A New Data Model for Pokésummary

This past week, I made significant technical changes to Pokésummary, my command-line Python program. In this blog post, I’ll recount the process of redesigning the data model.

Some background

Pokésummary version 1 consisted of three modules: __main__.py, which contained the logic for reading Pokémon data into memory and handled the command-line interface; displaying.py, which handled displaying Pokémon summaries; and parsing.py, which contained a utility function for reading csv files into dictionaries. I was unsatisfied with this structure–I didn’t like how __main__.py violated the single responsibility principle.

Additionally, with the way I stored Pokémon data into memory, it was hard to reason about my program. In __main__.py, I had the following code to get the data of every Pokémon:

data_dictionary = parsing.csv_to_nested_dict(
    "pokesummary.data",
    "pokemon_modified.csv",
    "pokemon_name"
)

This gave me a 2D dictionary: the outer dictionary mapped Pokémon names to stats, and the inner dictionaries (the stats) mapped specific attributes (e.g. “attack_stat”) to values (e.g. 49). The problem was that my code didn’t explicitly define which attributes the stats should have. The attributes were given by my dataset, so my code in displaying.py had to know the column names of my dataset to access attributes. For example, here is how I accessed a Pokémon’s classification:

pokemon_stats['classification']

Since the column name for Pokémon classifications in the dataset is “classification”, I had to use that string as my dictionary key. Surely there was a better way.

The model-view-controller design pattern

I remembered someone had once told me about the model-view-controller design pattern. The idea is to separate your program into three components: the model manages the program’s data, the view displays the data, and the controller responds to user input.

It seemed like this could work well for Pokésummary. I had the view already, displaying.py. I also had the controller, __main__.py. I just needed a model for Pokémon stats.

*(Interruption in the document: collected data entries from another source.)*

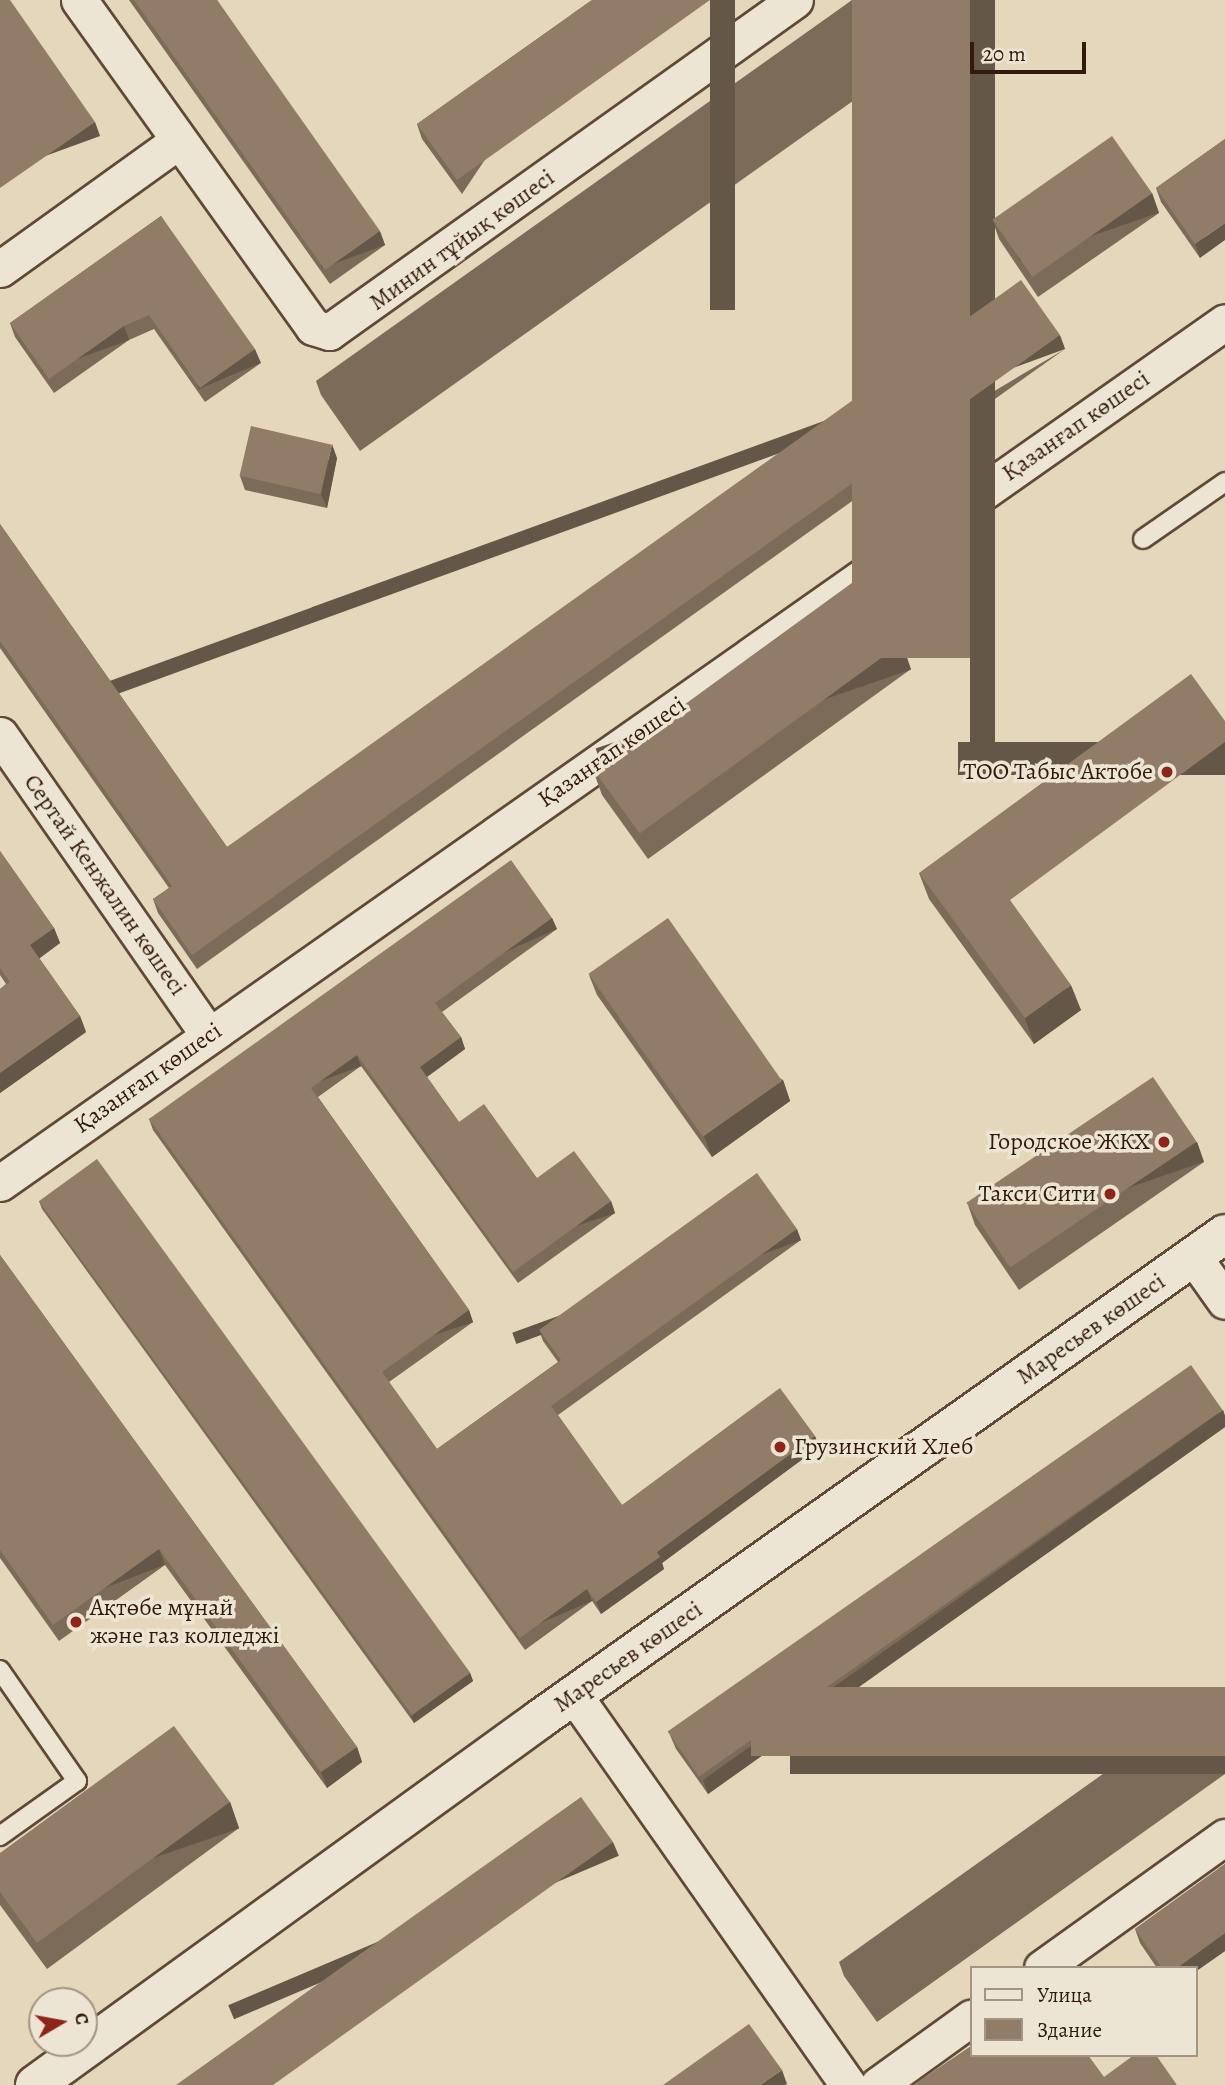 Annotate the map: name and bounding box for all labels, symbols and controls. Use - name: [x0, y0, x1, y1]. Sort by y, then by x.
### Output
- scale bar: [973, 28, 1088, 72]
- text: 20 m: [983, 40, 1026, 68]
- street label: Минин тұйық көшесі: [364, 163, 560, 317]
- street label: Қазанғап көшесі: [997, 364, 1155, 488]
- street label: Қазанғап көшесі: [533, 690, 691, 814]
- place label: ТОО Табыс Актобе: [963, 758, 1153, 786]
- marker: ТОО Табыс Актобе: [1159, 764, 1175, 780]
- street label: Сертай Кенжалин көшесі: [18, 769, 192, 1001]
- street label: Қазанғап көшесі: [69, 1016, 227, 1140]
- place label: Городское ЖКХ: [988, 1128, 1150, 1156]
- marker: Городское ЖКХ: [1156, 1134, 1172, 1150]
- place label: Такси Сити: [979, 1180, 1096, 1208]
- marker: Такси Сити: [1102, 1186, 1118, 1202]
- street label: Маресьев көшесі: [1011, 1267, 1171, 1391]
- place label: Грузинский Хлеб: [794, 1433, 973, 1461]
- marker: Грузинский Хлеб: [772, 1439, 788, 1455]
- place label: Ақтөбе мұнай және газ колледжі: [90, 1594, 280, 1650]
- street label: Маресьев көшесі: [548, 1595, 708, 1719]
- marker: Ақтөбе мұнай және газ колледжі: [68, 1614, 84, 1630]
- legend: [970, 1966, 1197, 2057]
- text: Улица: [1037, 1981, 1092, 2009]
- north arrow: [28, 1987, 98, 2057]
- text: С: [68, 2011, 96, 2027]
- text: Здание: [1037, 2016, 1102, 2044]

Creating this model would explicitly define which attributes were available, and separating out the logic that read data into it from the controller would satisfy the single responsibility principle.

Data Classes

Since my Pokémon stats model would store data, I implemented it using Data Classes.

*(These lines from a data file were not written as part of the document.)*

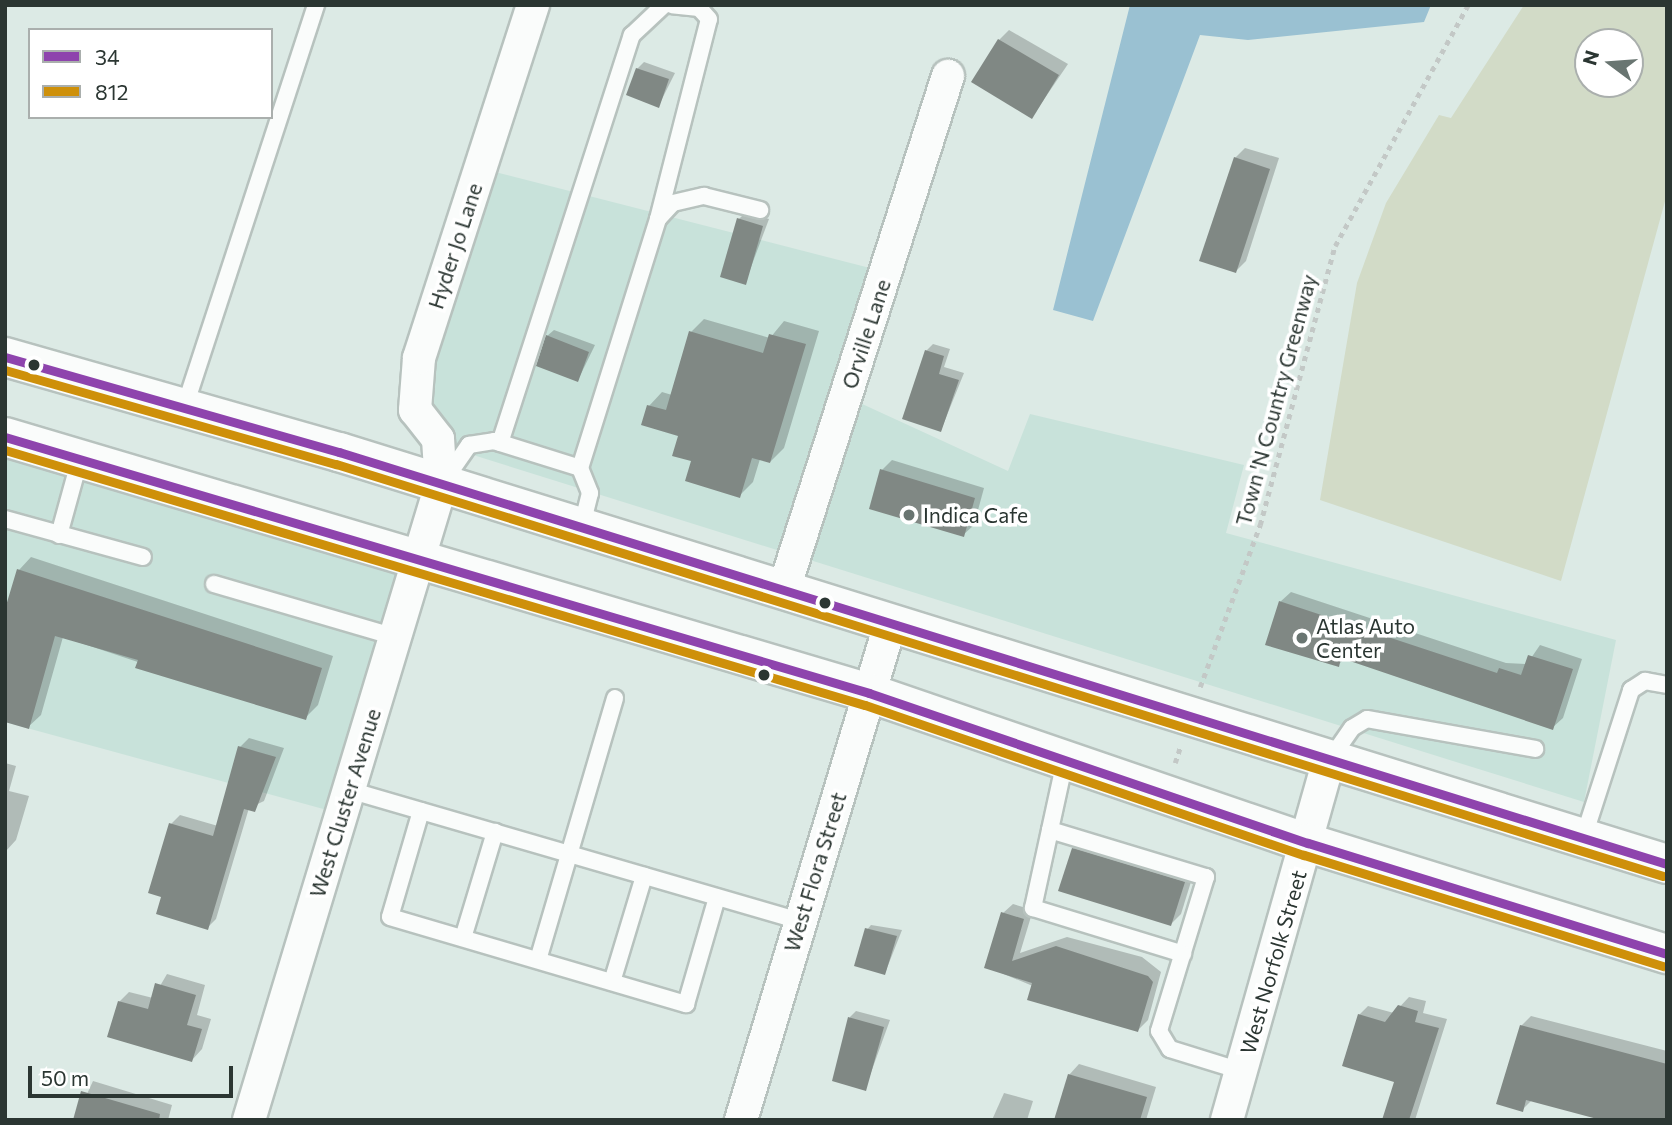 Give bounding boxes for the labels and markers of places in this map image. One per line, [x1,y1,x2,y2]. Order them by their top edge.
unlabelled marker [27,358,41,372]
place label: Indica Cafe [923,502,1028,528]
marker: Indica Cafe [901,507,917,523]
unlabelled marker [818,596,832,610]
place label: Atlas Auto Center [1316,613,1415,663]
marker: Atlas Auto Center [1294,630,1310,646]
unlabelled marker [757,668,771,682]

With normal classes, you need to write an __init__() method (the constructor). Data Classes make things simpler by automatically generating it; all you need to do is define the class’s attributes and their types¹.

I made a Pokemon class, which contains a PokemonBaseStats–here is the code:

@dataclass(frozen=True)
class BaseStats:
    hp: int
    attack: int
    defense: int
    special_attack: int
    special_defense: int
    speed: int


@dataclass(frozen=True)
class Pokemon:
    name: str
    classification: str
    height: float
    weight: float

    primary_type: str
    secondary_type: str

    base_stats: BaseStats

Now, with Data Classes, the available attributes are explicitly defined. I can also now use dot notation, which is much cleaner than using key lookup:

pokemon.classification

Inheriting from UserDict

Next, I needed a way to read my dataset into a collection of Pokemon objects. I thought it’d be nice to create my own class that mapped strings to Pokemon; the class could encapsulate reading from my dataset. Maybe inherit from dict? But, reading an article on this, I saw that inheriting from dict had some unexpected behavior. So, I followed the article’s advice and inherited from UserDict instead.

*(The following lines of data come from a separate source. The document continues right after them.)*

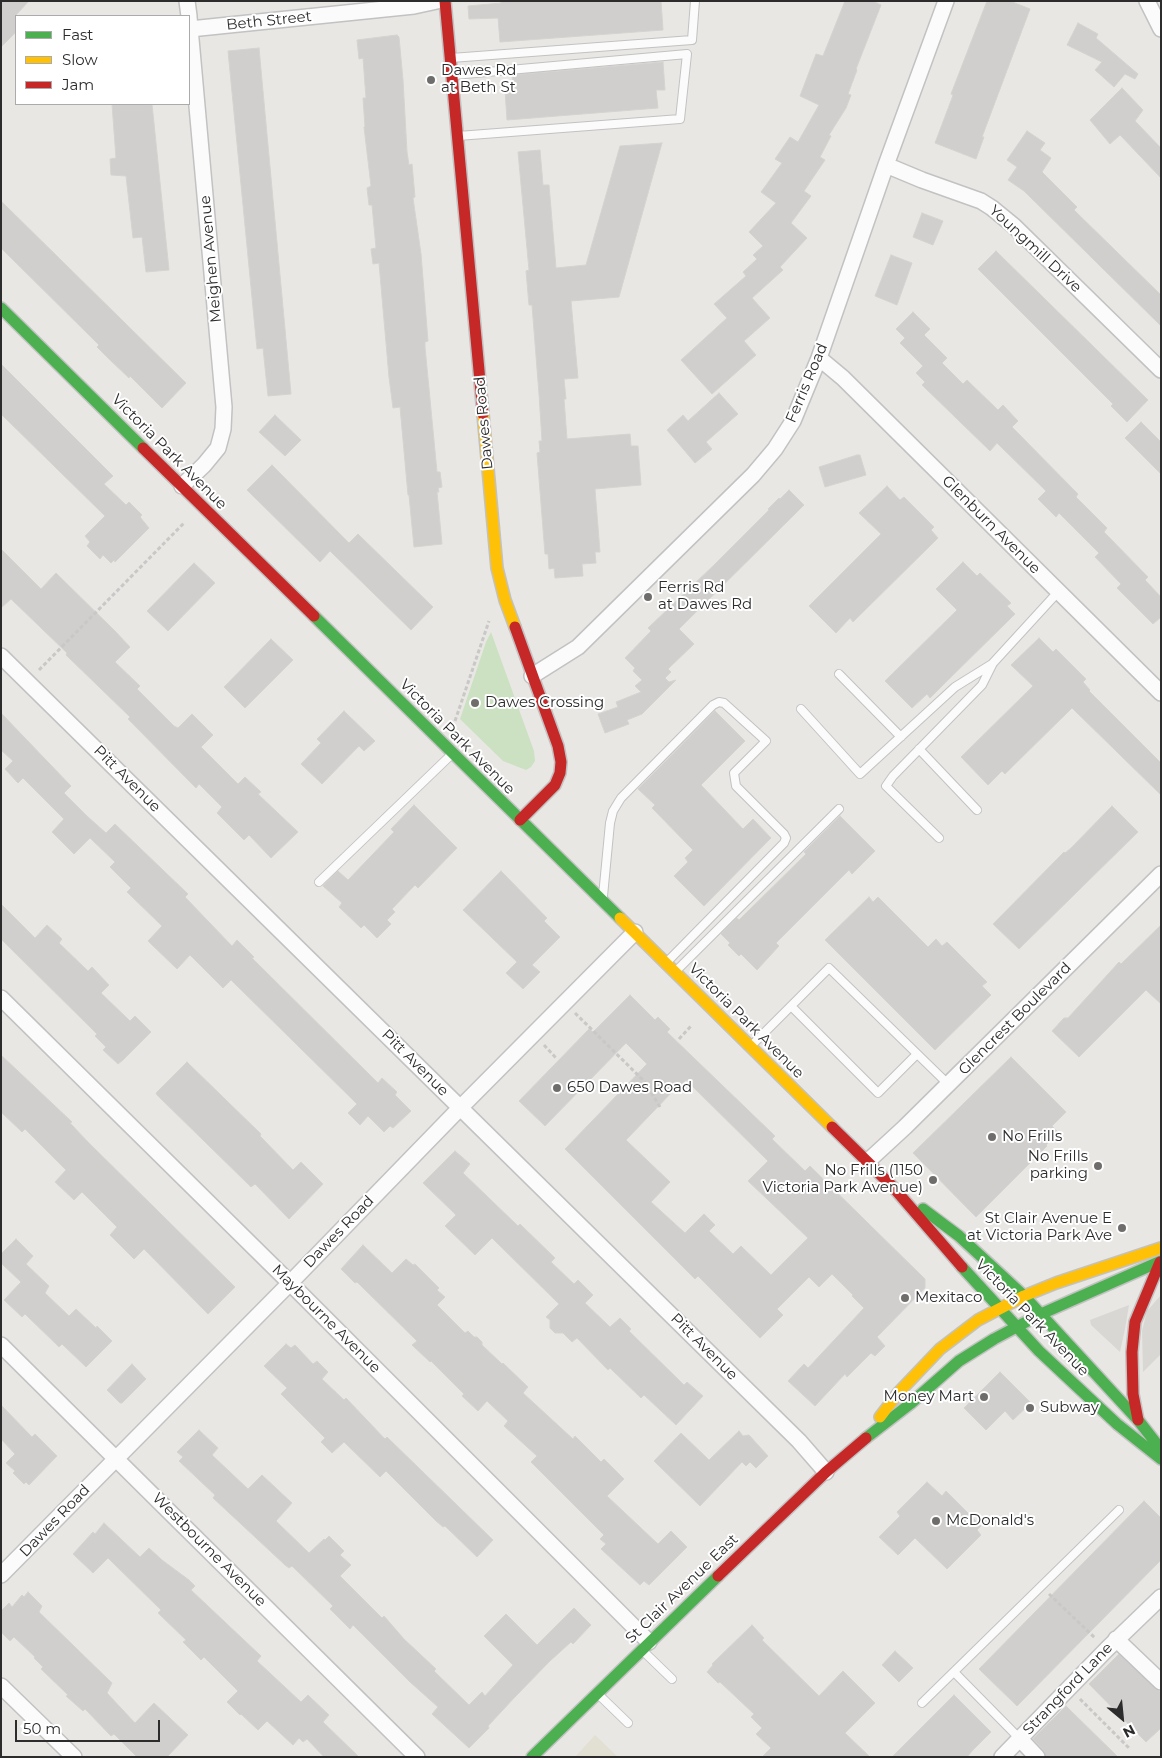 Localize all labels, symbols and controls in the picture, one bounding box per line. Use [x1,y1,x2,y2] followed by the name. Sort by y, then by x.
[225,8,313,34] street label: Beth Street
[15,15,190,105] legend
[62,25,93,44] text: Fast
[62,50,98,69] text: Slow
[441,62,516,97] place label: Dawes Rd at Beth St
[425,74,437,86] marker: Dawes Rd at Beth St
[62,75,94,94] text: Jam
[196,195,226,323] street label: Meighen Avenue
[985,202,1085,296] street label: Youngmill Drive
[782,341,832,425] street label: Ferris Road
[471,376,497,470] street label: Dawes Road
[108,391,230,513] street label: Victoria Park Avenue
[938,472,1044,578] street label: Glenburn Avenue
[658,579,752,614] place label: Ferris Rd at Dawes Rd
[642,591,654,603] marker: Ferris Rd at Dawes Rd
[396,676,518,798] street label: Victoria Park Avenue
[485,694,604,712] place label: Dawes Crossing
[469,697,481,709] marker: Dawes Crossing
[90,742,164,816] street label: Pitt Avenue
[955,959,1075,1079] street label: Glencrest Boulevard
[685,960,807,1082] street label: Victoria Park Avenue
[378,1026,452,1100] street label: Pitt Avenue
[567,1079,692,1097] place label: 650 Dawes Road
[551,1082,563,1094] marker: 650 Dawes Road
[1002,1128,1062,1146] place label: No Frills
[986,1131,998,1143] marker: No Frills
[1028,1148,1088,1183] place label: No Frills parking
[1092,1160,1104,1172] marker: No Frills parking
[763,1162,923,1197] place label: No Frills (1150 Victoria Park Avenue)
[927,1174,939,1186] marker: No Frills (1150 Victoria Park Avenue)
[300,1192,378,1272] street label: Dawes Road
[967,1210,1112,1245] place label: St Clair Avenue E at Victoria Park Ave
[1116,1222,1128,1234] marker: St Clair Avenue E at Victoria Park Ave
[972,1256,1092,1380] street label: Victoria Park Avenue
[268,1261,384,1377] street label: Maybourne Avenue
[915,1289,982,1307] place label: Mexitaco
[899,1292,911,1304] marker: Mexitaco
[667,1310,741,1384] street label: Pitt Avenue
[884,1388,974,1406] place label: Money Mart
[978,1391,990,1403] marker: Money Mart
[1040,1399,1099,1417] place label: Subway
[1024,1402,1036,1414] marker: Subway
[16,1481,94,1561] street label: Dawes Road
[148,1489,270,1611] street label: Westbourne Avenue
[946,1512,1034,1530] place label: McDonald's
[930,1515,942,1527] marker: McDonald's
[622,1531,742,1647] street label: St Clair Avenue East
[1019,1639,1117,1739] street label: Strangford Lane
[1097,1693,1147,1743] north arrow
[18,1710,162,1742] scale bar
[23,1719,61,1738] text: 50 m
[1120,1721,1138,1742] text: N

UserDict is a wrapper around a dictionary object, but it is implemented such that values can be accessed just like a dictionary.

The UserDict constructor allowed me to give the internal dictionary some initial data. So, to implement PokemonDict, I created a static method to read my dataset into a dictionary, and I passed the output of this method into the constructor.

class PokemonDict(UserDict):
    def __init__(self):
        pokemon_dictionary = self.read_dataset_to_dictionary()
        UserDict.__init__(self, pokemon_dictionary)

    @staticmethod
    def read_dataset_to_dictionary():
        with resources.open_text(data, "pokemon_modified.csv") as f:
            csv_iterator = csv.DictReader(f)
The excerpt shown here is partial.